Die selektiven Medienmethoden (Abschnitt 1 des Protokolls) ermöglichten es, die reiche Biodiversität des Bodens zu untersuchen und die Pilze mit hohem Bioremediationspotenzial auszuwählen. Mit den Huminsäure- und Lignocellulosemedien wurden mehr als 100 Pilzstämme isoliert. Diese Pilze produzierten Enzyme, die am biologischen Abbau von natürlichen widerspenstigen Materialien beteiligt sind, die eine chemische Struktur haben, die vielen Schadstoffen ähnelt. Die mit den selektiven Medien isolierten Pilzstämme mussten jedoch weiter untersucht werden. Insbesondere isolierten die selektiven Tests die Stämme, die Huminsäuren und Lignocellulose abbauen konnten, die Wachstumstests untersuchten die isolierten Pilze auf diejenigen, die in der Lage waren, einen bestimmten Schadstoff als einzige Kohlenstoffquelle zu verwenden, und die qualitativen enzymatischen Tests beschrieben ihre metabolischen Aktivitäten.

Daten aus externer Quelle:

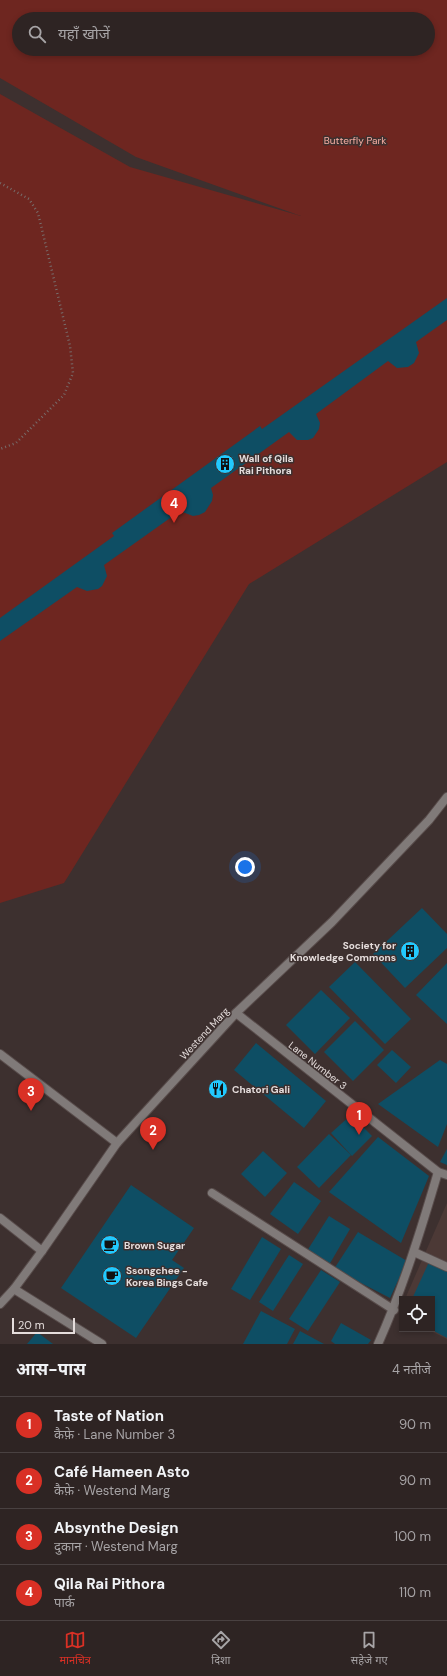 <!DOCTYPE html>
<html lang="hi">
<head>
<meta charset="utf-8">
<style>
  :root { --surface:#2e2423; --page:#3a3030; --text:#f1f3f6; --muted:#a7a4a6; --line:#494141; --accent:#d93025 }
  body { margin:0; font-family:"DM Sans","Noto Sans Devanagari",sans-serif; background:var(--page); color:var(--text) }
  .controls { position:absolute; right:12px; bottom:12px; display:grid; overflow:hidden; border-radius:0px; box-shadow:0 2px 6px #0003 }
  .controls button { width:36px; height:36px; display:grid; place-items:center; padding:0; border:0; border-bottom:1px solid var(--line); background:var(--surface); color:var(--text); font:20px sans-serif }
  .scale { position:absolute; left:12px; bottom:10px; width:63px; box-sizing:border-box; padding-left:4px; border:2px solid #e5dddc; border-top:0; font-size:11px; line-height:14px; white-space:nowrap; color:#e5dddc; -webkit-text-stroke:3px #3d302f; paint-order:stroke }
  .you { position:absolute; left:245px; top:867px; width:14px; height:14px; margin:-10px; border:3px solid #fff; border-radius:50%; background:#1a73e8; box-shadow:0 0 0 6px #1a73e833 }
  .badge { display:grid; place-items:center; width:26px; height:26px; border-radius:50%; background:var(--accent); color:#fff; font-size:13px; font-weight:700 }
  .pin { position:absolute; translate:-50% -33px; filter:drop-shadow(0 1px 2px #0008) }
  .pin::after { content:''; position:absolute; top:21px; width:14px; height:12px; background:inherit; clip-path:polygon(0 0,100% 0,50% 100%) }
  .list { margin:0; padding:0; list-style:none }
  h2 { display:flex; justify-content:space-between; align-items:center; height:52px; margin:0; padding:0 16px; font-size:17px }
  h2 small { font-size:13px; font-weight:400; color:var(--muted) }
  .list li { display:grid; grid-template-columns:26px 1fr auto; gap:12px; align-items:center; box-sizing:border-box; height:56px; padding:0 16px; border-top:1px solid var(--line) }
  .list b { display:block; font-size:15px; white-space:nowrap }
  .list p { margin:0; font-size:13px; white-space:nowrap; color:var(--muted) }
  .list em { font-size:13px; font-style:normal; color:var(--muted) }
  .icon { flex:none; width:22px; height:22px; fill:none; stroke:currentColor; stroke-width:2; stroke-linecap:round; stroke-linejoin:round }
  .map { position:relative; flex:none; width:447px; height:1344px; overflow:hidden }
  .search { position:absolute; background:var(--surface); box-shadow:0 2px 6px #0003; left:12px; right:12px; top:12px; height:44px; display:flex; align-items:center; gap:10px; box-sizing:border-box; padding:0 14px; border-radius:22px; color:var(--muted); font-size:15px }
  .sheet { height:276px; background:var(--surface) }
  nav { display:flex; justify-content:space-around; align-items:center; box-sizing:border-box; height:56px; border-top:1px solid var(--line); background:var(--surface); font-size:11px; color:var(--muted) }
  nav a { display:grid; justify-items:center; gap:2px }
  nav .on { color:var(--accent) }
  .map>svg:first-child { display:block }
</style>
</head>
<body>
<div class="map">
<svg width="447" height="1344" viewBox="0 0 447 1344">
  <rect width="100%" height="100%" fill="#3d302f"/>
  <path fill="#4c3936" d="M 447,1203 L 447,1339 L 427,1329 L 432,1329 L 432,1299 L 405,1299 Z"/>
  <path fill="#6e2620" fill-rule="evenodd" d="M 0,0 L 447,0 L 447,462 L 249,584 L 64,883 L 0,903 L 0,94 L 130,167 L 301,216 L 136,157 L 0,78 ZM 19,19 L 428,19 L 428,49 L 19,49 Z"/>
  <g fill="#0e4e64">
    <path d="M 447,298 L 447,320 L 416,342 L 419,353 L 414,363 L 408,367 L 397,368 L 388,361 L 316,414 L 320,423 L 319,429 L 313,438 L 308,440 L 297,440 L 289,432 L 211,488 L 213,495 L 212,501 L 205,512 L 199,515 L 193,516 L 180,511 L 104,565 L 107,576 L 102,586 L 98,589 L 87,591 L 77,587 L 0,641 L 0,618 L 114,536 L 112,533 L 260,426 L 262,429 Z"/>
    <path d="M 422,908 L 447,934 L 447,948 L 405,988 L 373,954 Z"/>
    <path d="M 355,962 L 411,1019 L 385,1044 L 329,987 Z"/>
    <path d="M 447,963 L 447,1024 L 416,995 Z"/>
    <path d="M 321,990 L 350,1018 L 315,1054 L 286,1025 Z"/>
    <path d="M 355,1021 L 384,1050 L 353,1081 L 324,1052 Z"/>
    <path d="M 256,1043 L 326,1101 L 304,1128 L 234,1070 Z"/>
    <path d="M 392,1050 L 411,1067 L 396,1083 L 377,1065 Z"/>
    <path d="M 440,1060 L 447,1064 L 447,1124 L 438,1147 L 378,1104 Z"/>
    <path d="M 351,1115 L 372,1136 L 352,1156 L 331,1133 Z"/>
    <path d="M 329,1134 L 351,1155 L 319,1188 L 297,1167 Z"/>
    <path d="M 378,1137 L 429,1176 L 401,1243 L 329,1192 Z"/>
    <path d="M 447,1149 L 447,1165 L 440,1162 Z"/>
    <path d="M 263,1151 L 287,1173 L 265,1197 L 241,1174 Z"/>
    <path d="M 294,1182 L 321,1201 L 298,1234 L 270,1214 Z"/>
    <path d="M 131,1185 L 194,1228 L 172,1260 L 184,1268 L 136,1338 L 61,1288 Z"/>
    <path d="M 329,1216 L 350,1229 L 329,1265 L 307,1251 Z"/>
    <path d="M 358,1232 L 407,1261 L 390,1298 L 334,1269 Z"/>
    <path d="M 262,1237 L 281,1249 L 250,1300 L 231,1289 Z"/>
    <path d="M 289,1255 L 303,1264 L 273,1311 L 259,1302 Z"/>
    <path d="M 429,1262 L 447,1271 L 447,1338 L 432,1330 L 432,1299 L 412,1299 Z"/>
    <path d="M 321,1270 L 340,1282 L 308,1331 L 289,1319 Z"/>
    <path d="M 261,1311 L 295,1329 L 287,1344 L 243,1344 Z"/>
    <path d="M 341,1323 L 371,1340 L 368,1344 L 335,1344 L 331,1341 Z"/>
    <path d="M 300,1331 L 324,1344 L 293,1344 Z"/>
    <path d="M 37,1332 L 53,1344 L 27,1344 Z"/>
  </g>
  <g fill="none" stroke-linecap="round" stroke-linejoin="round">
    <defs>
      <path id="service" d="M 0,1054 L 117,1143"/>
      <path id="pedestrian" d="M 414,1252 L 447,1267"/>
      <g id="minor">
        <path d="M 236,1013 L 438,1172 L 447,1175"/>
        <path d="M 212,1193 L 394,1310"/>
        <path d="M 0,1218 L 42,1251"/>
        <path d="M 14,1289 L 102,1344"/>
        <path d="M 378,1344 C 403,1288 421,1230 438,1172"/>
      </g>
      <path id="tertiary" d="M 0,1304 L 14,1289 L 42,1251 L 117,1143 L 236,1013 L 332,922 L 429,820 L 447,797"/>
    </defs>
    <use href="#service" stroke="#584c4b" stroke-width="10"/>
    <use href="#pedestrian" stroke="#584c4b" stroke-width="10"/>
    <use href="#minor" stroke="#584c4b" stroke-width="10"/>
    <use href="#tertiary" stroke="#584c4b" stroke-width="10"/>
    <path stroke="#776c6b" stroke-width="2.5" stroke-dasharray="1 3" stroke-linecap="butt" d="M 0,183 L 29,199 L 38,213 L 70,346 L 73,373 L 64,395 L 16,443 L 0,449"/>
    <use href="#service" stroke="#807a79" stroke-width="8"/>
    <use href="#pedestrian" stroke="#807a79" stroke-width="8"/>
    <use href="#minor" stroke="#807a79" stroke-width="8"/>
    <use href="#tertiary" stroke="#807a79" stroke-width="8"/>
  </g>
  <defs>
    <symbol id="building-disc" viewBox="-11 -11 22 22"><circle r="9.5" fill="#22c9fe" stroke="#3d302f"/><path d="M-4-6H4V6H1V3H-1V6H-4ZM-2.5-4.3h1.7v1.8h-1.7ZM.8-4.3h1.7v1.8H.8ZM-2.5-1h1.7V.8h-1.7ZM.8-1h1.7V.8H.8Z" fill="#111"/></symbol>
    <symbol id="restaurant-disc" viewBox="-11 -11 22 22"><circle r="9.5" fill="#22c9fe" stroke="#3d302f"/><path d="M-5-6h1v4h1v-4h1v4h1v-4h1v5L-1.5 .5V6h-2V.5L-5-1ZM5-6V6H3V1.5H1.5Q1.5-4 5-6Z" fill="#111"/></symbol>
    <symbol id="cafe-disc" viewBox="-11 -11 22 22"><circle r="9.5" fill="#22c9fe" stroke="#3d302f"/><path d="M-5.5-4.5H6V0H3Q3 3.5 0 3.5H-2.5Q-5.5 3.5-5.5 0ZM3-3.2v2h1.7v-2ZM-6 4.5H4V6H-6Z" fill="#111"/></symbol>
  </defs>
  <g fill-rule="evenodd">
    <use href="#building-disc" x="214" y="453" width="22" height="22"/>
    <use href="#building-disc" x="399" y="940" width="22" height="22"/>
    <use href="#restaurant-disc" x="207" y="1078" width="22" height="22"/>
    <use href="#cafe-disc" x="99" y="1234" width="22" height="22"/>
    <use href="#cafe-disc" x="101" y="1265" width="22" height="22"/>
  </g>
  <g text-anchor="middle" stroke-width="3" stroke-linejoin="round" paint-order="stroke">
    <g font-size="10" fill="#f8aea3" stroke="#3d302f">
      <text x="355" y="144">Butterfly Park</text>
    </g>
    <g font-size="10" font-weight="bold" fill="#e5dddc" stroke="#3d302f" text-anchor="start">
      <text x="239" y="462">Wall of Qila<tspan x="239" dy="12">Rai Pithora</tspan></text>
      <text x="396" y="949" text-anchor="end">Society for<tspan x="396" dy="12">Knowledge Commons</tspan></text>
      <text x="232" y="1093">Chatori Gali</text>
      <text x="124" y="1249">Brown Sugar</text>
      <text x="126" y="1274">Ssongchee -<tspan x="126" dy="12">Korea Bings Cafe</tspan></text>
    </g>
    <g font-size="10" fill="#e5dddc" stroke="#3d302f">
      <text transform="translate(204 1033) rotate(-47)" y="4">Westend Marg</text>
      <text transform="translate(318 1065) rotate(38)" y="4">Lane Number 3</text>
    </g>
  </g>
</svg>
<div class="controls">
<button><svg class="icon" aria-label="locate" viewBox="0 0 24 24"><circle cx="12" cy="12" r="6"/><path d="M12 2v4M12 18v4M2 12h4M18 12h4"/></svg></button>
</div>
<div class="scale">20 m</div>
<div class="you"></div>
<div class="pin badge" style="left:359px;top:1135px">1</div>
<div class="pin badge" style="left:153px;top:1150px">2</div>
<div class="pin badge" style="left:31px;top:1111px">3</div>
<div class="pin badge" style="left:174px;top:523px">4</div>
<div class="search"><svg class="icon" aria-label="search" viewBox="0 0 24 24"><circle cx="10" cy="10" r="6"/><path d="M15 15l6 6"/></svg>यहाँ खोजें</div>
</div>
<section class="sheet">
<h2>आस-पास<small>4 नतीजे</small></h2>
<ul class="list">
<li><span class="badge">1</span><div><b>Taste of Nation</b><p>कैफ़े · Lane Number 3</p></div><em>90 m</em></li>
<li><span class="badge">2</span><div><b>Café Hameen Asto</b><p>कैफ़े · Westend Marg</p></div><em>90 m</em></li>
<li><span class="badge">3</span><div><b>Absynthe Design</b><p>दुकान · Westend Marg</p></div><em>100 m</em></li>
<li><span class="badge">4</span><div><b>Qila Rai Pithora</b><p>पार्क</p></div><em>110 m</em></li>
</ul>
</section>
<nav>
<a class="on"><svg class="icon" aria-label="map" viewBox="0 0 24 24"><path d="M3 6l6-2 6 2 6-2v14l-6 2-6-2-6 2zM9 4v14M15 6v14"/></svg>मानचित्र</a>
<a><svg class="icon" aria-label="directions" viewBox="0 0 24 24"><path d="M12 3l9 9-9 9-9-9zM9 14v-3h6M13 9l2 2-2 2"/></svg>दिशा</a>
<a><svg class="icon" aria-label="saved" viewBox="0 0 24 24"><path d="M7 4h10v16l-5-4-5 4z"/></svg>सहेजे गए</a>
</nav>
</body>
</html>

Die Wachstumstests konzentrierten sich auf die Fähigkeit der Pilze, Kohlenwasserstoffe (Petrolatum und gebrauchtes Motoröl) und Kunststoffe (PET, PVC, HDPE, PS, PUR) abzubauen. Jede dieser Substanzen wurde in einem Test als einzige Kohlenstoffquelle für die ausgewählten Pilzstämme verwendet. Die Fähigkeit der Pilze, diese Substanzen auszubeuten, wurde als Unterschied im Koloniewachstum zwischen den Proben mit der zugesetzten Substanz und den Kontrollproben mit nur minimalem Medium (BH oder BHA, je nach Test) bewertet. Zur Beschreibung der Ergebnisse (Abbildung 1) wurde eine qualitative Skala verwendet, die von der fehlenden Wachstumsdifferenz mit der Kontrolle (0) bis hin zu niedrigen (+), mittleren (++) und hohen (+++) Wachstumsraten reichte.

Figure 1
Abbildung 1: Wachstumsrate von Pilzstämmen in den Wachstumstests. Der Prozentsatz der Pilzstämme, die auf Petrolatum, gebrauchtem Motoröl und Kunststoffpulvern (Polyethylenterephthalat, PET; Polyvinylchlorid, PVC; Polyethylen hoher Dichte, HDPE; Polystyrol, PS; Polyurethan, PUR) als einzige Kohlenstoffquelle mit unterschiedlichem Erfolg (kein Wachstum, 0; geringes Wachstum, +; mittleres Wachstum, ++; hohes Wachstum, +++) wachsen können. Bitte klicken Sie hier, um eine größere Version dieser Abbildung zu sehen.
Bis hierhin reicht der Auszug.